**Brief:**
Reproduce the following entries verbatim, each one complete.

**Listed records:**

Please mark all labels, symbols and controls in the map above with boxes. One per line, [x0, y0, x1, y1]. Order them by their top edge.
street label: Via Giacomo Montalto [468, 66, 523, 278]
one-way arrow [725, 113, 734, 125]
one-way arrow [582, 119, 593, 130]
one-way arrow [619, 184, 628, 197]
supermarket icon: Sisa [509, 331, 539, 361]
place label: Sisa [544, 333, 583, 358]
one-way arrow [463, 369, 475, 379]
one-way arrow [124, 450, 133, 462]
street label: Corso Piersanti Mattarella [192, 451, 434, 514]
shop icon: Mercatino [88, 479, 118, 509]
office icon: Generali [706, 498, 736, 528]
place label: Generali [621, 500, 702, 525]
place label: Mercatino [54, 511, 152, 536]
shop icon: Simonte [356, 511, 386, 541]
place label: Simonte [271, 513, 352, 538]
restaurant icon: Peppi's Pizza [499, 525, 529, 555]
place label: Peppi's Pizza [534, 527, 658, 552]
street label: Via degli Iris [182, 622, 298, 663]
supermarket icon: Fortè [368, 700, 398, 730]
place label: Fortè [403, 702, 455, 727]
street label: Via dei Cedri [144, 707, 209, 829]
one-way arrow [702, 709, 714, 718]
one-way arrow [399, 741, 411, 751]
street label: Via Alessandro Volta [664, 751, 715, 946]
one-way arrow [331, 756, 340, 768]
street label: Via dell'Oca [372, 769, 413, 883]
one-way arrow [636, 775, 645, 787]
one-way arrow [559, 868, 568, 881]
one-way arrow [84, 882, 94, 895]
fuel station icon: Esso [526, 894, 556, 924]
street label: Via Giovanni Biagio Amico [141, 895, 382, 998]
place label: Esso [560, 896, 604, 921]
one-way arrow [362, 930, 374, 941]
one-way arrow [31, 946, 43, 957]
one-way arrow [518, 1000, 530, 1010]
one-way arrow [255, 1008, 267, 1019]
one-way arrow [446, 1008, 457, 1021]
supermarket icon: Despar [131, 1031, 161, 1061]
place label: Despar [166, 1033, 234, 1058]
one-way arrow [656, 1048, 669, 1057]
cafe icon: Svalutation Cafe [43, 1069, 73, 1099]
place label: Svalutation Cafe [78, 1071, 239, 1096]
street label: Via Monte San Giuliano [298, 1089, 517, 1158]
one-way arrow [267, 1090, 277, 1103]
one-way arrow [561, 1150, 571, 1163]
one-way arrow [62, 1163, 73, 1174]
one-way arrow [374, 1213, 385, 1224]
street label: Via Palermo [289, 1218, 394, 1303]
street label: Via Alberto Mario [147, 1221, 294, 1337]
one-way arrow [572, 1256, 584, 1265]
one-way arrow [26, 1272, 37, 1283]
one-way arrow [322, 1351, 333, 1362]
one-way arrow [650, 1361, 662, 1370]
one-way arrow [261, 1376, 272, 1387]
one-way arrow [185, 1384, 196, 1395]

**Answer to this task:**
Please mark all labels, symbols and controls in the map above with boxes. One per line, [x0, y0, x1, y1]. Order them by their top edge.
street label: Via Giacomo Montalto [468, 66, 523, 278]
one-way arrow [725, 113, 734, 125]
one-way arrow [582, 119, 593, 130]
one-way arrow [619, 184, 628, 197]
supermarket icon: Sisa [509, 331, 539, 361]
place label: Sisa [544, 333, 583, 358]
one-way arrow [463, 369, 475, 379]
one-way arrow [124, 450, 133, 462]
street label: Corso Piersanti Mattarella [192, 451, 434, 514]
shop icon: Mercatino [88, 479, 118, 509]
office icon: Generali [706, 498, 736, 528]
place label: Generali [621, 500, 702, 525]
place label: Mercatino [54, 511, 152, 536]
shop icon: Simonte [356, 511, 386, 541]
place label: Simonte [271, 513, 352, 538]
restaurant icon: Peppi's Pizza [499, 525, 529, 555]
place label: Peppi's Pizza [534, 527, 658, 552]
street label: Via degli Iris [182, 622, 298, 663]
supermarket icon: Fortè [368, 700, 398, 730]
place label: Fortè [403, 702, 455, 727]
street label: Via dei Cedri [144, 707, 209, 829]
one-way arrow [702, 709, 714, 718]
one-way arrow [399, 741, 411, 751]
street label: Via Alessandro Volta [664, 751, 715, 946]
one-way arrow [331, 756, 340, 768]
street label: Via dell'Oca [372, 769, 413, 883]
one-way arrow [636, 775, 645, 787]
one-way arrow [559, 868, 568, 881]
one-way arrow [84, 882, 94, 895]
fuel station icon: Esso [526, 894, 556, 924]
street label: Via Giovanni Biagio Amico [141, 895, 382, 998]
place label: Esso [560, 896, 604, 921]
one-way arrow [362, 930, 374, 941]
one-way arrow [31, 946, 43, 957]
one-way arrow [518, 1000, 530, 1010]
one-way arrow [255, 1008, 267, 1019]
one-way arrow [446, 1008, 457, 1021]
supermarket icon: Despar [131, 1031, 161, 1061]
place label: Despar [166, 1033, 234, 1058]
one-way arrow [656, 1048, 669, 1057]
cafe icon: Svalutation Cafe [43, 1069, 73, 1099]
place label: Svalutation Cafe [78, 1071, 239, 1096]
street label: Via Monte San Giuliano [298, 1089, 517, 1158]
one-way arrow [267, 1090, 277, 1103]
one-way arrow [561, 1150, 571, 1163]
one-way arrow [62, 1163, 73, 1174]
one-way arrow [374, 1213, 385, 1224]
street label: Via Palermo [289, 1218, 394, 1303]
street label: Via Alberto Mario [147, 1221, 294, 1337]
one-way arrow [572, 1256, 584, 1265]
one-way arrow [26, 1272, 37, 1283]
one-way arrow [322, 1351, 333, 1362]
one-way arrow [650, 1361, 662, 1370]
one-way arrow [261, 1376, 272, 1387]
one-way arrow [185, 1384, 196, 1395]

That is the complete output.